Namun susastra juga menilai: walaupun Kitab Suci adalah cerminan zaman secara berkala, ia mesti terurai.
Istilah Syattari dalam Thariqah
Setelah masa Rasulullah saw, ditetapkan tidak ada lagi Nabi atau Rasul. Status mereka diturunkan menjadi ulama atau kekasih Allah (waliyullah). Dari mereka, kabar berita dan komunikasi Allah Taala masih tetap berlangsung hingga kini dan di sini kepada paramanusia. Dan, kepada makhluk-makhluk selain manusia, Allah memilih bahasa tersendiri untuk mereka.
Ketika Al Quran mulai dibukukan pada masa Sayyiduna Abu Bakar dan selanjutnya Paripurna pada masa Sayyiduna Usman bin Affan, Sayyiduna Ibnu Mas’ud dan Sayyiduna Ibnu Abbas menolak Sayyiduna Zaid bin Tsabit sebagai sekretaris pelaksana pembukuan Al Quran. Pendapat mereka, Sayyiduna Zaid bin Tsabit tidak cukup representatif untuk menjadi jurutulis, karena merekalah yang lebih pantas.

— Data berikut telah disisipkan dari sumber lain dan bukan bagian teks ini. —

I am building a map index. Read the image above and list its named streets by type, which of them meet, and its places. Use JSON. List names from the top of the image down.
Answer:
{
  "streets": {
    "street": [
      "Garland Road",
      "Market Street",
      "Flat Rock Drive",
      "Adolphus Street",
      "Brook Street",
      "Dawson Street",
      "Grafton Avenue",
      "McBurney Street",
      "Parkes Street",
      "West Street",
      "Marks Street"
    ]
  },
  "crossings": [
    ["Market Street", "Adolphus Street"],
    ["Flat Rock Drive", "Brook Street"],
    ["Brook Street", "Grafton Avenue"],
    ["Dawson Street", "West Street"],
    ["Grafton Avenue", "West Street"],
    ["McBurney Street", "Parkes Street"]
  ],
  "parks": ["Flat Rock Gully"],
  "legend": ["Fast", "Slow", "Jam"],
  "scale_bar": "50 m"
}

Sebab, merekalah yang lebih mengerti tentang makna-makna Al Quran.
Meskipun demikian, sejarah kemudian mencatat: Al Quran yang dicatat Sayyiduna Zaid bin Tsabit (mushaf Utsmani) adalah yang diakui oleh mayoritas sahabat dan kaum muslimin. Dengan sendirinya, pendapat Sayyiduna Ibnu Mas’ud dan Sayyiduna Ibnu Abbas tidak diterima. Ulama-ulama Ahlussunah wal Jama’ah menempatkan keduanya pada posisi ahli makna sesuai kapasitas untuk makna-makna batin (tersirat) dari Al Quran yang tertulis (الكتاب اى الذي يكتبه). Singkat kata, mereka lebih paham untuk makna-makna yang tidak tertulis di dalam makna lahir Al Quran. Sementara kalangan Ahlul Bait lebih mempersempit hanya pada keluarga Rasulullah saw saja yang lebih mengerti tentang makna-makna batin tersebut.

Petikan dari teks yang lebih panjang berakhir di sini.